Internet, there are two forces at war within me right now.
There are two things you know about me. Or should know about me. Well, should know is kind of an arrogant thing to say. You shouldn’t know anything about me. I don’t mean that in a if you know things about me, you must be a creepy stalker kind of way, but more in the you’re not actually obligated to know anything about me kind of way.
Let me start over.
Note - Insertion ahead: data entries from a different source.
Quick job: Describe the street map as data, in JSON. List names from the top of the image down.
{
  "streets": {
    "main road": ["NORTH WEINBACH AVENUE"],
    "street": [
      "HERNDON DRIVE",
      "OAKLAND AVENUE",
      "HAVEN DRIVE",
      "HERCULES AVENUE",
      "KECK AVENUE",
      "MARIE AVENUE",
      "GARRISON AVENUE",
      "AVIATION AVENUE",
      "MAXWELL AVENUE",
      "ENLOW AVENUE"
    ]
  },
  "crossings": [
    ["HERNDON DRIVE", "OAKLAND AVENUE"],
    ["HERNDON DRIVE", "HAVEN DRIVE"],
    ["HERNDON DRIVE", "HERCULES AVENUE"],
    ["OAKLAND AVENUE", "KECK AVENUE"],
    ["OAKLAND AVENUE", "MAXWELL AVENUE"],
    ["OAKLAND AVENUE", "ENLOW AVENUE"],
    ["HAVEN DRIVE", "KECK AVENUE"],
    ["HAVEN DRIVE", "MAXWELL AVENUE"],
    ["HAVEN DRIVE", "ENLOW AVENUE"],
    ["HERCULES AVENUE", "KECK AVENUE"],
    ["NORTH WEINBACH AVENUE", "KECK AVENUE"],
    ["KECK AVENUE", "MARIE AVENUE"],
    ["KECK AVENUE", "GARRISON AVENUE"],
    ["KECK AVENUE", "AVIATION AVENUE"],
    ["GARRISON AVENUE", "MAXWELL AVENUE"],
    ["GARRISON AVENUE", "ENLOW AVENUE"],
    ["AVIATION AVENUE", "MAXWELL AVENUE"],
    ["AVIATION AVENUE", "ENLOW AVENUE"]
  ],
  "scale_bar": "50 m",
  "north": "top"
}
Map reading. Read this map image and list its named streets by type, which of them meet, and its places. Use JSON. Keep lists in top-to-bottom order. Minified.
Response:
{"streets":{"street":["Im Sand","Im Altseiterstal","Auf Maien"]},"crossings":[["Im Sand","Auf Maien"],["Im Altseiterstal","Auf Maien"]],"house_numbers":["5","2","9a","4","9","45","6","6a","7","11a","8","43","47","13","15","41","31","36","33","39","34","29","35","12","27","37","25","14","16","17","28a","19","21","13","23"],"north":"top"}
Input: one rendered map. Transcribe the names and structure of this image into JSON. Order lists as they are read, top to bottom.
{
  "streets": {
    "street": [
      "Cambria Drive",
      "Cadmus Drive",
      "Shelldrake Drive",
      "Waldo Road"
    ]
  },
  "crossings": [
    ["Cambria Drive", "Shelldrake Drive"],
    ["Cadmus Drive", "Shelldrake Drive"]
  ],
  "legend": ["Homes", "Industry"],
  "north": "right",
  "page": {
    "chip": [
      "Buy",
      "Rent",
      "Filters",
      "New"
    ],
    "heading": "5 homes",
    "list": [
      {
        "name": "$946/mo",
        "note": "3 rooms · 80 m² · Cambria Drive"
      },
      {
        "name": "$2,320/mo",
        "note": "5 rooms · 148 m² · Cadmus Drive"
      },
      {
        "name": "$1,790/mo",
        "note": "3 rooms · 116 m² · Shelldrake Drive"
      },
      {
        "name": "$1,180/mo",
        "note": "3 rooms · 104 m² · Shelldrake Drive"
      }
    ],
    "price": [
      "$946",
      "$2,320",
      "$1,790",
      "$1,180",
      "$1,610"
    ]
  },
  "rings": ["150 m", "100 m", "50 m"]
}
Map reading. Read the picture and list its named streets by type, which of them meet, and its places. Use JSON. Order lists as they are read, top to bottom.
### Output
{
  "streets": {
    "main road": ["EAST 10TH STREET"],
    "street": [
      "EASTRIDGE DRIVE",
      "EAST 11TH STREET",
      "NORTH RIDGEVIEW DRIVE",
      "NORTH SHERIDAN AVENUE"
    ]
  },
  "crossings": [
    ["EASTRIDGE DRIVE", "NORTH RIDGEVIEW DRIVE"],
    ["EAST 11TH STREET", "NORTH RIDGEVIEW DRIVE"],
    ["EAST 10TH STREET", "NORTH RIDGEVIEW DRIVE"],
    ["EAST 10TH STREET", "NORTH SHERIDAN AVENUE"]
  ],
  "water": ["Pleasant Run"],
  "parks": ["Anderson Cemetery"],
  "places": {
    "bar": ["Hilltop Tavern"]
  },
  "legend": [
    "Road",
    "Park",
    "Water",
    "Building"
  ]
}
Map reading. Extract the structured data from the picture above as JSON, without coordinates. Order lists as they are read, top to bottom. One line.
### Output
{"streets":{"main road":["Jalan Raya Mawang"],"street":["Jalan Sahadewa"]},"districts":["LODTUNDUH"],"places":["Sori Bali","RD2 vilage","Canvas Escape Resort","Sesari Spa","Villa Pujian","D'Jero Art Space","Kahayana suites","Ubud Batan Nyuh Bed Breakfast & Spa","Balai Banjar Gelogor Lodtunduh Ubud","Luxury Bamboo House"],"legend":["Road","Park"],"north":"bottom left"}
Here are two facts about me that are relevant to this blog post that you may have discerned from some things that you may have read here in the past, or gleaned from a conversation that you and I may have had at some point, or maybe just assumed based on what you know about me and happen to remember because it stuck in your mind for some reason because it was just one of those things that stuck in your mind, not because you feel in any way responsible for recalling random facts about me as if there was going to be some sort of quiz, because there is not, and I will never, ever, in any sort of fashion assume that you remember a goldiggitydamned thing I have written here today, or yesterday, or tomorrow, because who the hell do I think I am? Come on, bloggers. Get out of your own buttholes, am I right?
Anyway, the two things:
1. I am anti-extreme messy face pictures of children shared in a public fashion. I really don’t think it’s cute. Wet, mushy food is probably what I will die from, to be honest. Our kitchen white board once sported a very urgent, multi-colored message about a bloated sink Cheez-it and the urgency with which IT NEEDED TO BE HANDLED BY SOMEONE OTHER THAN ME before life could continue as normal for so long that the white board has burn in.
“BUT YOU POSTED THE PICTURE OF YOUR KID WITH CAKE FACE!! Ha ha! I have caught you doing something you said you don’t like! Here in your comments section, I have called you out! I have caught you! J’accuse, blogger! J’accuse!”
That was me, doing you. Me, doing my you impression. You see how you sound? You sound ridiculous. Let it go. There is no prize for “But you said that one time… !!!”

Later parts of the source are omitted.